Material shown
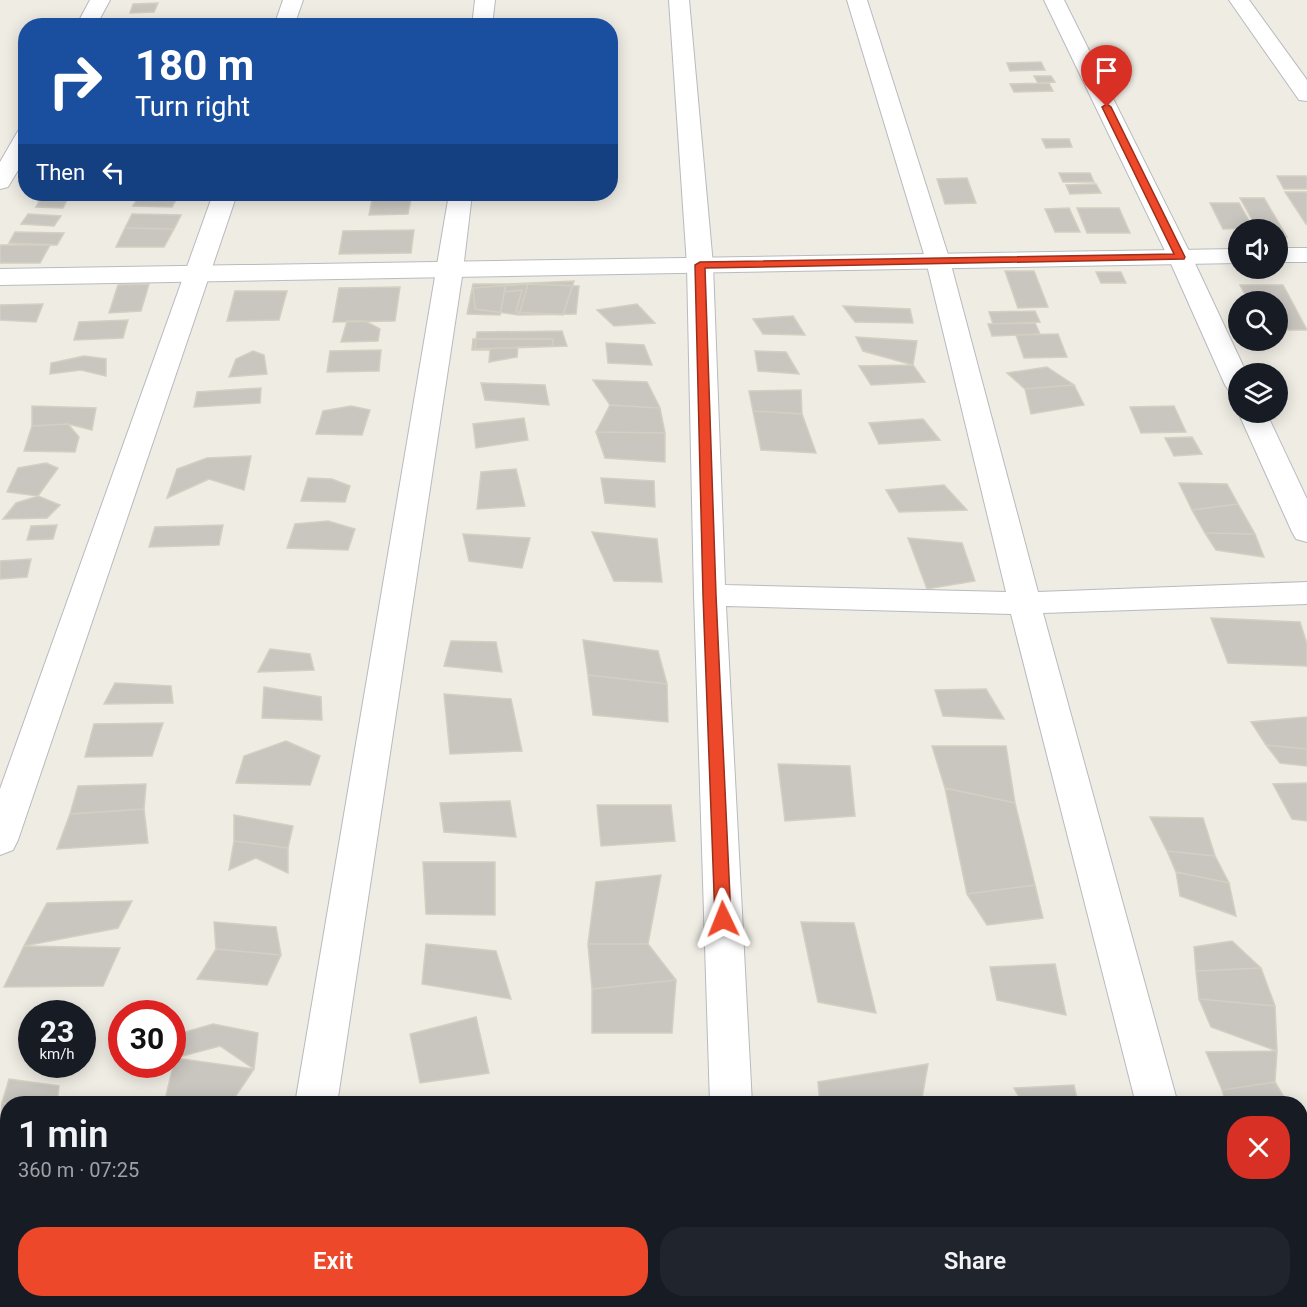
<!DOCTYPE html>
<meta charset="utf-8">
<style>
:root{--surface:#171b24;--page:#20242c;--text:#f1f3f6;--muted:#9ea1a6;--accent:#ed482a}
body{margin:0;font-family:Roboto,sans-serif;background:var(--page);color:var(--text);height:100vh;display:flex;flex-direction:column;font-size:22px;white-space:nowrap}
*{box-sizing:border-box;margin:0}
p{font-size:20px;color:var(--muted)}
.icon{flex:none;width:33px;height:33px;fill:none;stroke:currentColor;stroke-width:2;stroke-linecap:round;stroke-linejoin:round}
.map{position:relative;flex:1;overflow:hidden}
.side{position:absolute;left:0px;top:1096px;width:1308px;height:212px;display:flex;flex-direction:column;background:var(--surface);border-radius:24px 24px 0 0;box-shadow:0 3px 15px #0003}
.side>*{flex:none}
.guide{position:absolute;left:18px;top:18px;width:600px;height:183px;border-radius:24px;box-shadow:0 3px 15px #0003;background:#1a4fa0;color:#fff;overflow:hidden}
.controls{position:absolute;left:1228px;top:219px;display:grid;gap:12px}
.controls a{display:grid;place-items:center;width:60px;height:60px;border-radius:50%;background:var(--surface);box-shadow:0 3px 15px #0003;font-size:30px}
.speed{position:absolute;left:18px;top:1000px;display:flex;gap:12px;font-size:30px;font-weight:700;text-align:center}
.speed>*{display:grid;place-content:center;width:78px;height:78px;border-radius:50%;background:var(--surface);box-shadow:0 3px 15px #0003;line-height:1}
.speed small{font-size:15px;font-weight:400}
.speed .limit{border:9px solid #d22;background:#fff;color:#111}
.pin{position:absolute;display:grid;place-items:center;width:51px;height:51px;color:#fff;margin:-62px -26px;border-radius:50% 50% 50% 0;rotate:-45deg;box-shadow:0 0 6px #0007}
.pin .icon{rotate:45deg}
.me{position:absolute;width:66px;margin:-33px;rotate:358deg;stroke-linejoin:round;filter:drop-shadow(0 0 4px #0008)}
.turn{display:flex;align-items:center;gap:21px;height:126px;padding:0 18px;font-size:27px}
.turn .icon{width:78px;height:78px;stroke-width:2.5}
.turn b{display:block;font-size:42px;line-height:51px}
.then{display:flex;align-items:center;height:57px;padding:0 18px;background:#0003;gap:12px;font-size:22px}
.round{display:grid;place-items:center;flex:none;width:63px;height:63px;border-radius:24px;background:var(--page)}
.summary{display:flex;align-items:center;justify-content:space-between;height:102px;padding:0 18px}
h1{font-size:36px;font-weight:600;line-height:45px}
.button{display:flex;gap:12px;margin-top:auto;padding:12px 18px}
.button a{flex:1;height:69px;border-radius:24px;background:var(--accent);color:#fff;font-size:24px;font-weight:600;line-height:69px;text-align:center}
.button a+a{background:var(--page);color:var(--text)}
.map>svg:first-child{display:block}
</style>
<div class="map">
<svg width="1307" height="1307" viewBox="0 0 1307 1307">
<rect width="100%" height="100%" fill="#eeece3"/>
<path fill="#c9c6c0" stroke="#d3cfc1" stroke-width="1.5" d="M158 3 154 12 130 13 133 4Z
M1041 62 1045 70 1010 71 1007 63Z
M1034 76H1051L1055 82 1038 83Z
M1049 83 1053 91 1014 92 1010 84Z
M1042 139H1069L1072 147 1046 148Z
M1059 173H1090L1094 182H1063Z
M1277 176H1307V189H1284Z
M967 178 976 203 945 204 937 179Z
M1096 184 1101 193 1070 194 1066 185Z
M1285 192H1307V224H1306Z
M44 194H71L68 198H41Z
M140 194H179L172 207 133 206Z
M41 198H68L63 208 36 207Z
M1240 198H1264L1287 237H1278V230H1258Z
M411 199 408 214 369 215 372 200Z
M1210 203H1239L1253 228 1223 229Z
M1069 208 1080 232H1055L1045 209Z
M1077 208H1119L1130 233H1087Z
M28 214 61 216 54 226 21 224Z
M132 214 181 215 174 229 125 228Z
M125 228 174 229 164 247H116Z
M414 230 411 253 339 254 343 231Z
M15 232 64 233 57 245 9 243Z
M0 245H50L40 263H0Z
M1005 271H1034L1048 307 1018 308Z
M1096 272H1121L1126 283H1101Z
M574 281 563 315 516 312 522 290 504 292 506 284Z
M149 284 141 311 109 313 118 285Z
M473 284H506L500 315 467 314Z
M528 284 519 315 475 309 473 288Z
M528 284 579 286 576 314 519 315Z
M1240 285H1283L1307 330H1278V302H1249Z
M400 287 395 321 333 322 339 288Z
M235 291H287L279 320 227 321Z
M43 304 36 322 0 320V305Z
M637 304 655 323 614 326 597 310Z
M843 306 910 309 913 323 855 322Z
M1035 311 1040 322 993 324 989 312Z
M793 316 805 335 763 334 753 319Z
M128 320 123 338 74 340 79 322Z
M347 321H365L380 329 378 341 341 342Z
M1035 323 1040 334 992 336 988 324Z
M562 331 567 346 475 349 477 332Z
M1058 334 1067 357 1024 358 1016 335Z
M856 337 917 341 913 365 863 351Z
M473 339H553L552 347H518L517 357 489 362 490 350H472Z
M606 343 644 345 652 365 608 363Z
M381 350 379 371 327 372 330 351Z
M253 351 264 355 267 374 229 377 236 359Z
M755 351 786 352 799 374 758 371Z
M84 356 106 359V376L81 370 50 374 51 363Z
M913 365 925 382 871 385 859 366Z
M1047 367 1074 385 1025 389 1007 373Z
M593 380 647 382 660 408 610 405Z
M481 383 545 385 549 405 485 400Z
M1074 385 1084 405 1031 414 1025 389Z
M261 388 260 403 194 407 197 392Z
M801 390 802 414 753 411 749 391Z
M610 405 660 408 665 433 596 432Z
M32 406 96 408 92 430 68 424 32 426Z
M351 406 370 410 362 435 316 434 323 411Z
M1174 406 1186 432 1141 433 1130 407Z
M753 411 802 414 816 453 761 450Z
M524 418 528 440 476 448 473 424Z
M923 419 940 440 879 444 869 423Z
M68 424 79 437 75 452 24 451 32 426Z
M596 432 665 433V462L605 458Z
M1192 437 1202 454 1174 456 1165 438Z
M251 456 244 490 209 479 167 498 177 469 207 458Z
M46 463 58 468 38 496 7 492 18 468Z
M516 469 525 506 477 509 481 472Z
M308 478 332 479 350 486 345 502 301 501Z
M601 478 654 481 655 507 605 503Z
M1179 483 1227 484 1238 504 1192 510Z
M944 485 967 510 899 512 886 490Z
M38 496 60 505 47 518 3 519 16 503Z
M1238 504 1255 534 1205 533 1192 510Z
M328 521 355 529 348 550 287 548 295 524Z
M57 525 53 539 27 540 31 526Z
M223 525 219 545 149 547 155 527Z
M592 532 657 539 662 582 614 581Z
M1205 533 1255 534 1264 557 1216 550Z
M463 534 530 538 522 568 469 561Z
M908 538 962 543 975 581 927 589Z
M31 559 27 577 0 579V561Z
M1211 618 1300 622 1307 644V666L1228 663Z
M583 640 658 651 667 684 588 675Z
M451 641 496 642 502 672 444 666Z
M270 649 310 654 314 670 258 672Z
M588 675 667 684 668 722 593 715Z
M115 683 171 686 173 703 104 704Z
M264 687 321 697 322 720 262 718Z
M986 689 1004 719 943 716 935 690Z
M444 694 511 699 522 751 450 754Z
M1307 717V749L1266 745 1251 722Z
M163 723 152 756 85 757 94 724Z
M286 741 320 756 310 785 236 783 244 756Z
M1266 745 1307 749V766L1280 763Z
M932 746H1006L1015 803 945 788Z
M778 764 850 766 855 816 785 821Z
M1307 783V821L1292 819 1273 784Z
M146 784 144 809 70 814 78 786Z
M945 788 1015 803 1035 885 967 894Z
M510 801 516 837 444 832 440 803Z
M597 805H671L675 841 601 846Z
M144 809 148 843 57 849 70 814Z
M234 815 293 826 288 848 234 841Z
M1150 817 1203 818 1215 856 1167 851Z
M234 841 288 848V873L256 858 229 870Z
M1167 851 1215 856 1229 883 1176 872Z
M423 862H495V915L426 914Z
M1176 872 1229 883 1236 916 1180 896Z
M661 875 648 944H588L596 882Z
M1035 885 1043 918 987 925 967 894Z
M132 901 118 928 24 946 47 903Z
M214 922 276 927 281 955 216 949Z
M801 922 854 923 876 1013 818 1002Z
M1232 941 1261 968 1196 971 1194 947Z
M426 944 496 951 511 999 422 984Z
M588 944H648L676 980 592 989Z
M24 946 120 948 103 986 4 987Z
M216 949 281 955 267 985 197 979Z
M1055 964 1066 1015 997 1000 990 967Z
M1261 968 1275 1006 1199 999 1196 971Z
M676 980 672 1033H592V989Z
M1199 999 1275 1006 1277 1051 1211 1027Z
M476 1017 489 1073 420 1083 410 1034Z
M213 1024 258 1033 254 1069 220 1046 175 1058 178 1034Z
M1277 1051 1275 1082 1222 1090 1206 1052Z
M175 1058 254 1069 231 1103 164 1104Z
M928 1064 921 1104H820L818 1082Z
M9 1079 59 1086 57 1104 2 1103Z
M1275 1082 1288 1104H1226L1222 1090Z
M1074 1085 1078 1104H1023L1014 1088Z
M2 1103 8 1104V1142L0 1143Z
M1300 1132 1307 1154V1169H1300Z
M8 1142V1171L0 1173V1144Z
M1300 1169H1307V1215H1300Z
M8 1171V1211H0V1173Z
M1307 1268V1307L1298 1306 1294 1300H1300V1269Z
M111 1300H222L220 1307H110Z
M585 1300H661L660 1306 585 1304Z"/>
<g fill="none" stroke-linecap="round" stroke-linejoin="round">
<defs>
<path id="street" d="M90 0H110L96 26H76Z
M283 0H303L294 26H274Z
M475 0H495L492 26H472Z
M669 0H689L713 265 725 585 1006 592 926 261 847 0H867L950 261 1038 592 1307 582V604L1043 613 1178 1104H1136L1011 614 726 606 752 1104H710L694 595 687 265Z
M1044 0H1064L1192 257 1247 374H1239V393L1229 391 1225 385 1168 257Z
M1229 0H1249L1307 80V101L1299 100Z
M26 129V157L8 187 0 189V162L18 131Z
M213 194H237L18 840 13 850 0 855V789Z
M449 194H472L463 270 337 1104H295Z
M1239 411V412H1266L1307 499V542L1296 539 1292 532 1238 412Z
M266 1300H312L311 1307H265Z
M717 1300H763V1307H717Z
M1186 1300H1232L1234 1307H1188Z"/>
<path id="secondary" d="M1278 248H1307V262H1278Z
M1239 249V263L0 285V269Z"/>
</defs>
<use href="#street" stroke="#b8babf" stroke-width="2"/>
<use href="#secondary" stroke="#b8bbc1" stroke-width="2"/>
<use href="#street" fill="#fff" fill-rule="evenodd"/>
<use href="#secondary" fill="#fff" fill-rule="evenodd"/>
</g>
<path fill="#ed482a" stroke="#9a2f1b" stroke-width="1.5" d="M1107 104 1111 107 1185 257 1184 259 705 268 716 595 731 919 729 923 723 925 718 923 715 919 703 595 695 265 700 262 1174 254 1102 107Z"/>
</svg>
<div class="controls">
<a><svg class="icon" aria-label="sound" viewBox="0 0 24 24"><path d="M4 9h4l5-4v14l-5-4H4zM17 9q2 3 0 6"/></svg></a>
<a><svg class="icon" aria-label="search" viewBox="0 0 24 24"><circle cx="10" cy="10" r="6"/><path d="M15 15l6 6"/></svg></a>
<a><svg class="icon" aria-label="layers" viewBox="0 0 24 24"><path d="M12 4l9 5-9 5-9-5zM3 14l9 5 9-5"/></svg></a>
</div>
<div class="speed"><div>23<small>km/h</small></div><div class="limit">30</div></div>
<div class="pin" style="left:1107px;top:107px;background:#d93025"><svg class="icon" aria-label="arrive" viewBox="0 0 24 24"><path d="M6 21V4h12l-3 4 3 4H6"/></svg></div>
<svg class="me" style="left:723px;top:919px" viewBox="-20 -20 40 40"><path d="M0-17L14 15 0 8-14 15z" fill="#ed482a" stroke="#fff" stroke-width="4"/></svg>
<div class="guide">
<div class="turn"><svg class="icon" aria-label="right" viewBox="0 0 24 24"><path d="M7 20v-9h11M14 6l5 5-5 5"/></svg><div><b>180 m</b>Turn right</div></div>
<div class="then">Then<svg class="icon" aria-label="left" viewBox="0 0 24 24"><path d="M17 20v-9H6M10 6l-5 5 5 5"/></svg></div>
</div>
<section class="side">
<div class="summary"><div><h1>1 min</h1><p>360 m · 07:25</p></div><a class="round" style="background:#d93025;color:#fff"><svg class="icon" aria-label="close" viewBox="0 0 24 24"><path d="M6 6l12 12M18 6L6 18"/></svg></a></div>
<div class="button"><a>Exit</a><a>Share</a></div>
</section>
</div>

Work order
Using the records above, copy word for word the line with "M84 356 106 359V376L81 370 50 374 51 363Z", the line with "M444 694 511 699 522 751 450 754Z", and every line between them.

Solution to this problem
M84 356 106 359V376L81 370 50 374 51 363Z
M913 365 925 382 871 385 859 366Z
M1047 367 1074 385 1025 389 1007 373Z
M593 380 647 382 660 408 610 405Z
M481 383 545 385 549 405 485 400Z
M1074 385 1084 405 1031 414 1025 389Z
M261 388 260 403 194 407 197 392Z
M801 390 802 414 753 411 749 391Z
M610 405 660 408 665 433 596 432Z
M32 406 96 408 92 430 68 424 32 426Z
M351 406 370 410 362 435 316 434 323 411Z
M1174 406 1186 432 1141 433 1130 407Z
M753 411 802 414 816 453 761 450Z
M524 418 528 440 476 448 473 424Z
M923 419 940 440 879 444 869 423Z
M68 424 79 437 75 452 24 451 32 426Z
M596 432 665 433V462L605 458Z
M1192 437 1202 454 1174 456 1165 438Z
M251 456 244 490 209 479 167 498 177 469 207 458Z
M46 463 58 468 38 496 7 492 18 468Z
M516 469 525 506 477 509 481 472Z
M308 478 332 479 350 486 345 502 301 501Z
M601 478 654 481 655 507 605 503Z
M1179 483 1227 484 1238 504 1192 510Z
M944 485 967 510 899 512 886 490Z
M38 496 60 505 47 518 3 519 16 503Z
M1238 504 1255 534 1205 533 1192 510Z
M328 521 355 529 348 550 287 548 295 524Z
M57 525 53 539 27 540 31 526Z
M223 525 219 545 149 547 155 527Z
M592 532 657 539 662 582 614 581Z
M1205 533 1255 534 1264 557 1216 550Z
M463 534 530 538 522 568 469 561Z
M908 538 962 543 975 581 927 589Z
M31 559 27 577 0 579V561Z
M1211 618 1300 622 1307 644V666L1228 663Z
M583 640 658 651 667 684 588 675Z
M451 641 496 642 502 672 444 666Z
M270 649 310 654 314 670 258 672Z
M588 675 667 684 668 722 593 715Z
M115 683 171 686 173 703 104 704Z
M264 687 321 697 322 720 262 718Z
M986 689 1004 719 943 716 935 690Z
M444 694 511 699 522 751 450 754Z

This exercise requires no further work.